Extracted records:
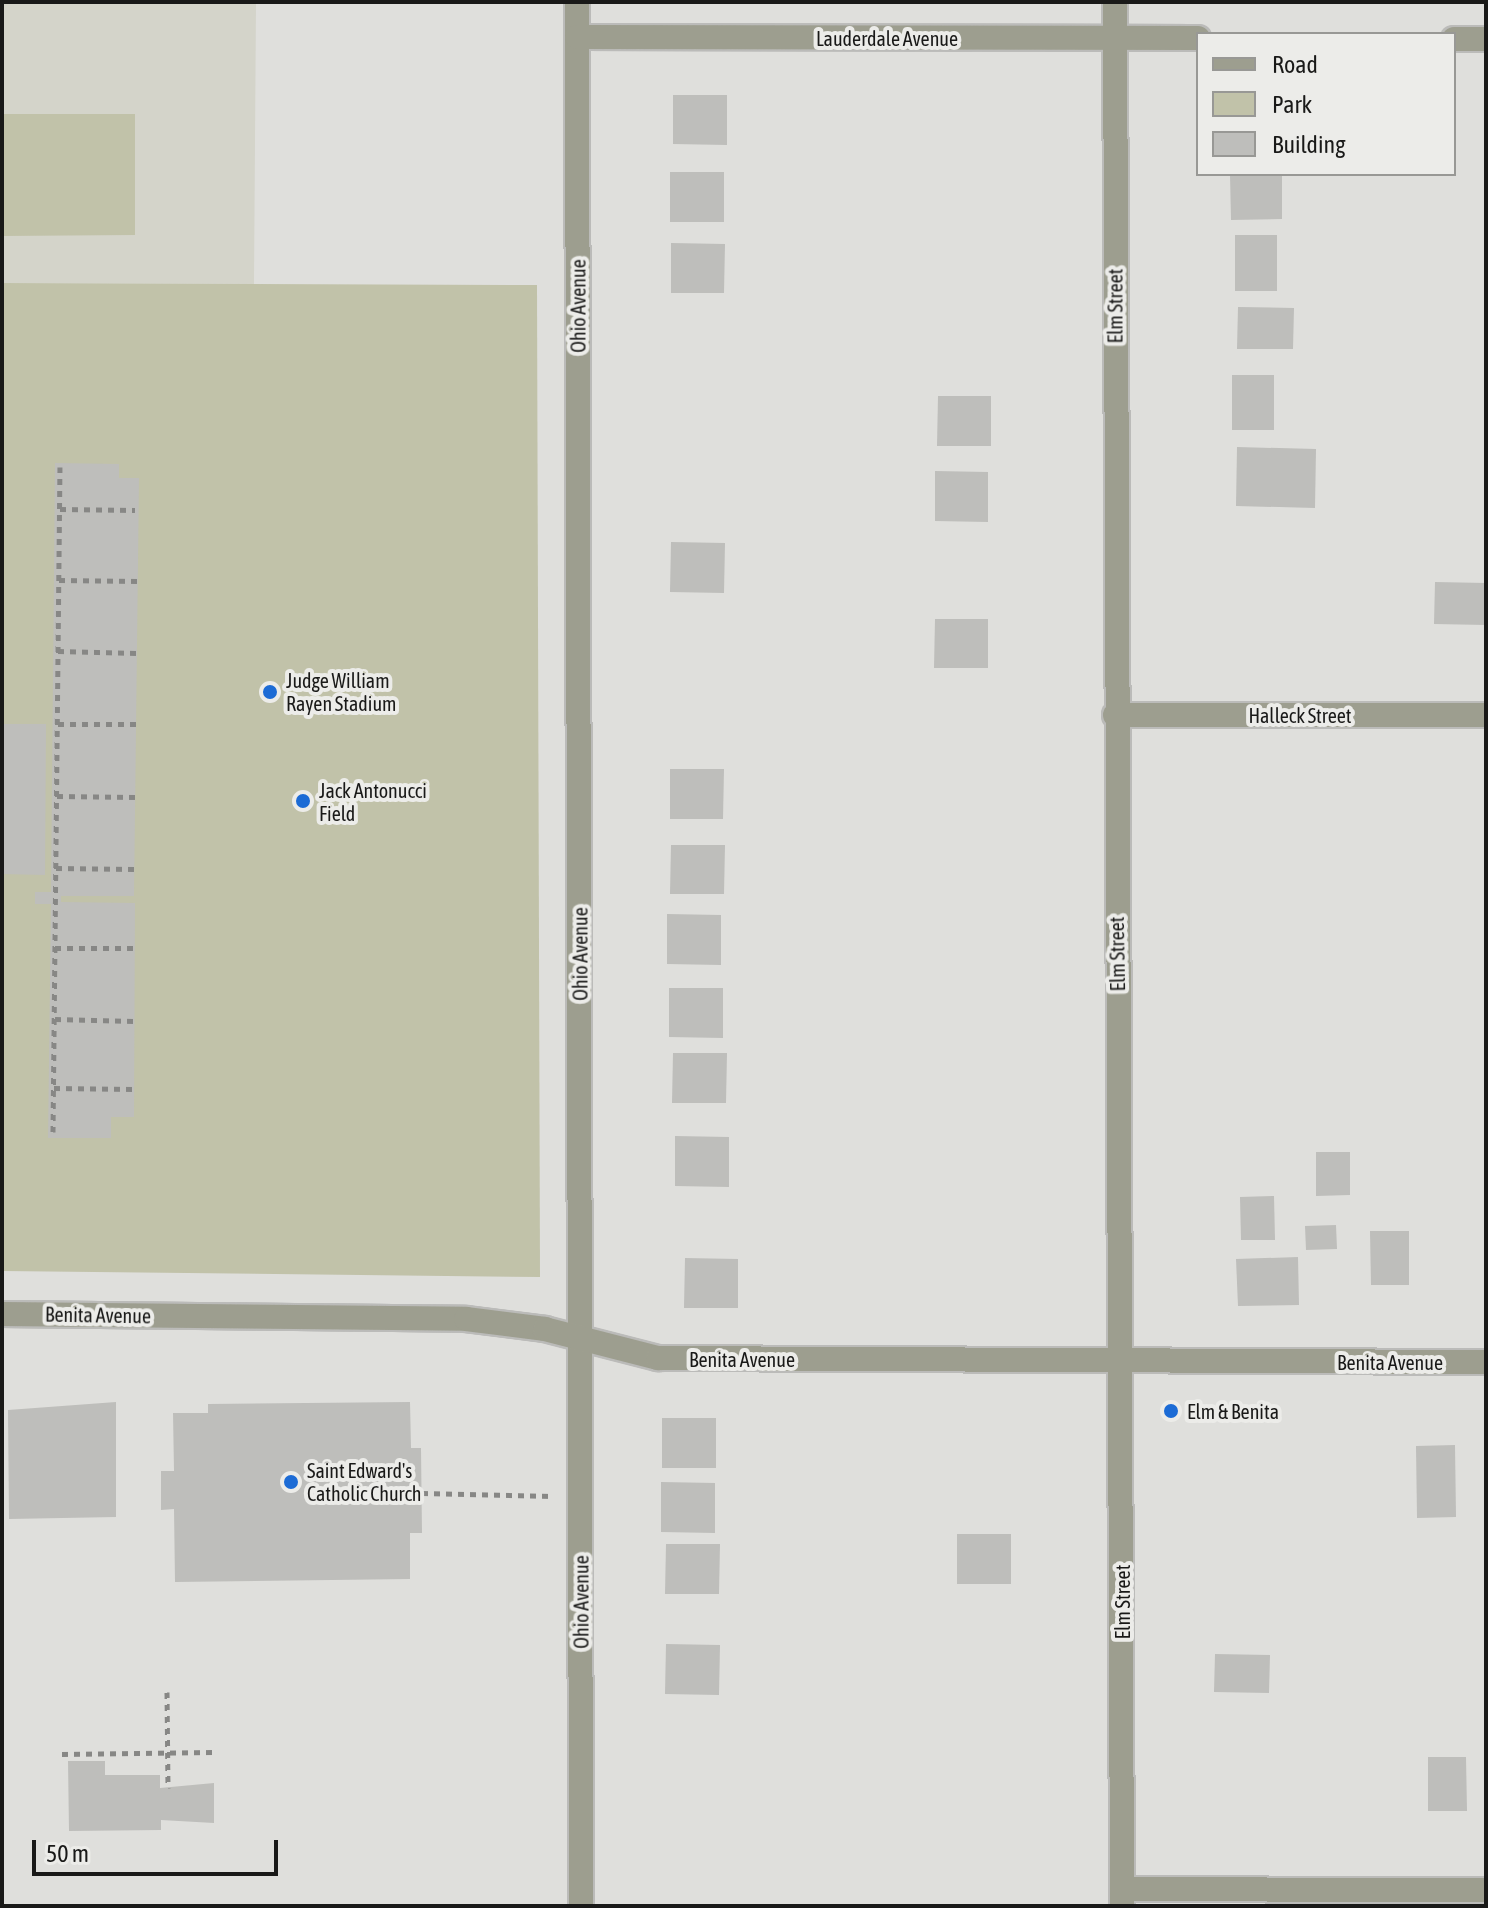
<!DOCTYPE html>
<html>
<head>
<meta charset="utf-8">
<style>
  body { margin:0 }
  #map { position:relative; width:1488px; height:1908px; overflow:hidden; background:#dfdfdc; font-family:"Asap Condensed",sans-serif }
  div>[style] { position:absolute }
  .built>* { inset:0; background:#d4d4ca }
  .green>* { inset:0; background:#c1c2a9 }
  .building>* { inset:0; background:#bebebb }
  .path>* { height:5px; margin-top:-2.5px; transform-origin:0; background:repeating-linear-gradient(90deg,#878785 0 6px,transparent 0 12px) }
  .roads { filter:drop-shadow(2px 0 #bbbbb9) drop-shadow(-2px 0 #bbbbb9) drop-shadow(0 2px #bbbbb9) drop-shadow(0 -2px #bbbbb9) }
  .minor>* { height:24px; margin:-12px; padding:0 12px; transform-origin:12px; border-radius:12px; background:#9d9e8f }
  .tertiary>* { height:24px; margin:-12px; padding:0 12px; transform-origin:12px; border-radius:12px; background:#9d9e8f }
  .dots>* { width:22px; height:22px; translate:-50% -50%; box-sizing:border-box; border:4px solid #ecece9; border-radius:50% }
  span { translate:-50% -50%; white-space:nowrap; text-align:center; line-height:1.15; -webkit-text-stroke:8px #ecece9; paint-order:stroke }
  .street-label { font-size:20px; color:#191918 }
  .poi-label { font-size:20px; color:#191918 }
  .left { translate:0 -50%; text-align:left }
  .frame { position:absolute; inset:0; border:4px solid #191918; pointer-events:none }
  .legend { position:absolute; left:1196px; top:32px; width:260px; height:144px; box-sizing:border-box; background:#ecece9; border:2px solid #989895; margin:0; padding:10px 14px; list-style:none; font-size:24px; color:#191918 }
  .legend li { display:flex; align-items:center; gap:16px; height:40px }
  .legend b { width:40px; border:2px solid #989895 }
  .scale { position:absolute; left:32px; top:1840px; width:246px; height:36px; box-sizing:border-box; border:4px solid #191918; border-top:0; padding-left:10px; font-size:24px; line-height:28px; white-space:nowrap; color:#191918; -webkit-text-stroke:6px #ecece9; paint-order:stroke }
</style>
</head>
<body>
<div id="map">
  <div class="built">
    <i style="clip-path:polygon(2px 2px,256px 2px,254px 284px,2px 283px)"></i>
  </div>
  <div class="green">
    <i style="clip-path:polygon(2px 114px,135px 114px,135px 235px,2px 236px)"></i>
    <i style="clip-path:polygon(2px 283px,537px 285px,540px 1277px,2px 1271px)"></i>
  </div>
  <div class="building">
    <i style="clip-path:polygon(673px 95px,727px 95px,727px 145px,673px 144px)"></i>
    <i style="clip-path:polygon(670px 172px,724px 172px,724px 222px,670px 222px)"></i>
    <i style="clip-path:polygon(1230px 174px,1282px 174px,1282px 219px,1231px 220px)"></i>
    <i style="clip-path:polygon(1235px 235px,1277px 235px,1277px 291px,1235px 291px)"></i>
    <i style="clip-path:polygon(671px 243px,725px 244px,724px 293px,671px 293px)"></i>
    <i style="clip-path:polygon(1238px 307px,1294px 308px,1293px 349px,1237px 349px)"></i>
    <i style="clip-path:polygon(1232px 375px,1274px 375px,1274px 430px,1232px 430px)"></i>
    <i style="clip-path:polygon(938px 396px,991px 396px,991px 446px,937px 446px)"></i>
    <i style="clip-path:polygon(1237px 447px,1316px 449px,1315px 508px,1236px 506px)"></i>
    <i style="clip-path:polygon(55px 463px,119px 464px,119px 478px,139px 478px,134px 896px,61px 896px,61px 902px,135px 903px,134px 1117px,111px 1117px,111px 1138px,48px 1138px,51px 904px,35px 904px,35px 892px,51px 892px)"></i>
    <i style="clip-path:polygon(935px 471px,988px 472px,988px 522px,935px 521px)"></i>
    <i style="clip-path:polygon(671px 542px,725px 543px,724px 593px,670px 592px)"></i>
    <i style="clip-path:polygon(1435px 582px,1486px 583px,1486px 625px,1434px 624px)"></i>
    <i style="clip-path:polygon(935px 619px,988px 619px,988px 668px,934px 668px)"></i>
    <i style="clip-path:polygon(2px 724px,46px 724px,45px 875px,2px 874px)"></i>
    <i style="clip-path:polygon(670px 769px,724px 769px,723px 819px,670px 819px)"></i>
    <i style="clip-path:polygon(671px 845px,725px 845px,724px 894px,670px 894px)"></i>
    <i style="clip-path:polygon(667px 914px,721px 915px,721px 965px,667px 964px)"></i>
    <i style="clip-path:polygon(669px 988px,723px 988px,723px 1038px,669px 1037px)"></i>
    <i style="clip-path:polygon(673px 1053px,727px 1053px,726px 1103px,672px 1103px)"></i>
    <i style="clip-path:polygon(675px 1136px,729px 1137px,729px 1187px,675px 1186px)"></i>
    <i style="clip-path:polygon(1316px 1152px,1350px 1152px,1350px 1195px,1316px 1196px)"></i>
    <i style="clip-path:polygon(1274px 1196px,1275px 1240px,1241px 1240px,1240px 1197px)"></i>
    <i style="clip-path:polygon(1336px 1225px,1337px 1249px,1306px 1250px,1305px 1226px)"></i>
    <i style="clip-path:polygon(1370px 1231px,1409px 1231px,1409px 1285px,1371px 1285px)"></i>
    <i style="clip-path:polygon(1298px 1257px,1299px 1305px,1238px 1306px,1236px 1259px)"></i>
    <i style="clip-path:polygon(685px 1258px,738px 1259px,738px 1308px,684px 1308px)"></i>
    <i style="clip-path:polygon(116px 1402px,116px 1517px,9px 1519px,8px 1410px)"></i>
    <i style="clip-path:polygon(410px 1402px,411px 1448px,421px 1448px,422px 1533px,410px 1533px,410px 1579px,175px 1582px,174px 1509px,161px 1510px,161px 1471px,174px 1471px,173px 1413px,208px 1413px,208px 1404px)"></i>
    <i style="clip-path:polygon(662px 1418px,716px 1418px,716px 1468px,662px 1468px)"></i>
    <i style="clip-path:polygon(1455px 1445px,1456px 1517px,1417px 1518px,1416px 1446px)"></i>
    <i style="clip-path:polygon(661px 1482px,715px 1483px,715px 1533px,661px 1532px)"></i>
    <i style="clip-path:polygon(957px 1534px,1011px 1534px,1011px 1584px,957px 1584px)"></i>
    <i style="clip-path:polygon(666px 1544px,720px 1544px,719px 1594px,665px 1594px)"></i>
    <i style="clip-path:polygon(666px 1644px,720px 1645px,719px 1695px,665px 1694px)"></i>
    <i style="clip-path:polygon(1215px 1654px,1270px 1655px,1269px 1693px,1214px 1692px)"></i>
    <i style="clip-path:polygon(1428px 1757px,1466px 1757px,1467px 1811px,1428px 1811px)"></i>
    <i style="clip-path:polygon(68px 1761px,105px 1761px,105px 1775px,160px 1775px,160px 1788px,214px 1783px,214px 1823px,161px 1820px,161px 1830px,69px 1831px)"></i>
  </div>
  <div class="path">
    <i style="left:60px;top:509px;width:75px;rotate:0.8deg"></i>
    <i style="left:59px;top:580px;width:79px;rotate:0.7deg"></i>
    <i style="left:58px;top:651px;width:79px;rotate:1.5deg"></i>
    <i style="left:58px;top:724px;width:78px"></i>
    <i style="left:57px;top:796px;width:78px;rotate:0.7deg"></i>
    <i style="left:56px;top:868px;width:78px;rotate:0.7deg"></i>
    <i style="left:55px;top:948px;width:79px"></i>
    <i style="left:55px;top:1019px;width:79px;rotate:1.5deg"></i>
    <i style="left:54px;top:1088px;width:80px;rotate:0.7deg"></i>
    <i style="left:53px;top:1132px;width:665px;rotate:-89.4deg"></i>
    <i style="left:422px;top:1493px;width:131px;rotate:1.3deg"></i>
    <i style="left:167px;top:1692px;width:96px;rotate:89.4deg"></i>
    <i style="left:62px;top:1754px;width:152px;rotate:-0.8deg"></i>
  </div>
  <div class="roads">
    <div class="minor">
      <i style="left:577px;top:2px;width:1904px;rotate:89.88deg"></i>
      <i style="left:577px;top:37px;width:621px;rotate:0.09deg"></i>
      <i style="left:1454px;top:39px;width:32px"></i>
      <i style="left:1115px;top:715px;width:371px"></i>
      <i style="left:2px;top:1314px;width:464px;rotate:0.6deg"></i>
      <i style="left:466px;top:1319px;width:80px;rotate:7.2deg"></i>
      <i style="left:545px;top:1329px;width:117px;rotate:14.4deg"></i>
      <i style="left:658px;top:1358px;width:828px;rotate:0.28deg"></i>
      <i style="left:1122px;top:1889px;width:364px;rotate:0.2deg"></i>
    </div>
    <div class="tertiary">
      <i style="left:1115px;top:2px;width:1904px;rotate:89.79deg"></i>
    </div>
  </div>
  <div class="dots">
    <i style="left:270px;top:692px;background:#1c6bd5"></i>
    <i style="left:303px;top:801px;background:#1c6bd5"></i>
    <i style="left:1171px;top:1411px;background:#1c6bd5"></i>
    <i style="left:291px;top:1482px;background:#1c6bd5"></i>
  </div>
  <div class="street-label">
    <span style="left:887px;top:38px">Lauderdale Avenue</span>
    <span style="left:578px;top:306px;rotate:-90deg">Ohio Avenue</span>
    <span style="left:1115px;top:306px;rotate:-90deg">Elm Street</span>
    <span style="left:1300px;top:715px">Halleck Street</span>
    <span style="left:580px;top:954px;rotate:-90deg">Ohio Avenue</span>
    <span style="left:1117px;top:954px;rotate:-91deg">Elm Street</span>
    <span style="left:98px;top:1315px;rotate:1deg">Benita Avenue</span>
    <span style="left:742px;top:1359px">Benita Avenue</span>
    <span style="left:1390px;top:1362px">Benita Avenue</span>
    <span style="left:581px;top:1602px;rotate:-90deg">Ohio Avenue</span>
    <span style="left:1122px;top:1602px;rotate:-90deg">Elm Street</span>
  </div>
  <div class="poi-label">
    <span class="left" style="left:286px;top:692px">Judge William<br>Rayen Stadium</span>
    <span class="left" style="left:319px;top:802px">Jack Antonucci<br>Field</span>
    <span class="left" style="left:1187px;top:1411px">Elm &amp; Benita</span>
    <span class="left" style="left:307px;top:1482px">Saint Edward's<br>Catholic Church</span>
  </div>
  <div class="frame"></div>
  <ul class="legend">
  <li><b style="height:10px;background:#9d9e8f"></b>Road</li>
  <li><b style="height:22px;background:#c1c2a9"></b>Park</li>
  <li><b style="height:22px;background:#bebebb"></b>Building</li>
  </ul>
  <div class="scale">50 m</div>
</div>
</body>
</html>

* _Task directions_
Output exactly the lines from the first line of the records through the line containing "position:relative; width:1488px; height:1908px;". Leave out every picture.

* _Task answer_
<!DOCTYPE html>
<html>
<head>
<meta charset="utf-8">
<style>
  body { margin:0 }
  #map { position:relative; width:1488px; height:1908px; overflow:hidden; background:#dfdfdc; font-family:"Asap Condensed",sans-serif }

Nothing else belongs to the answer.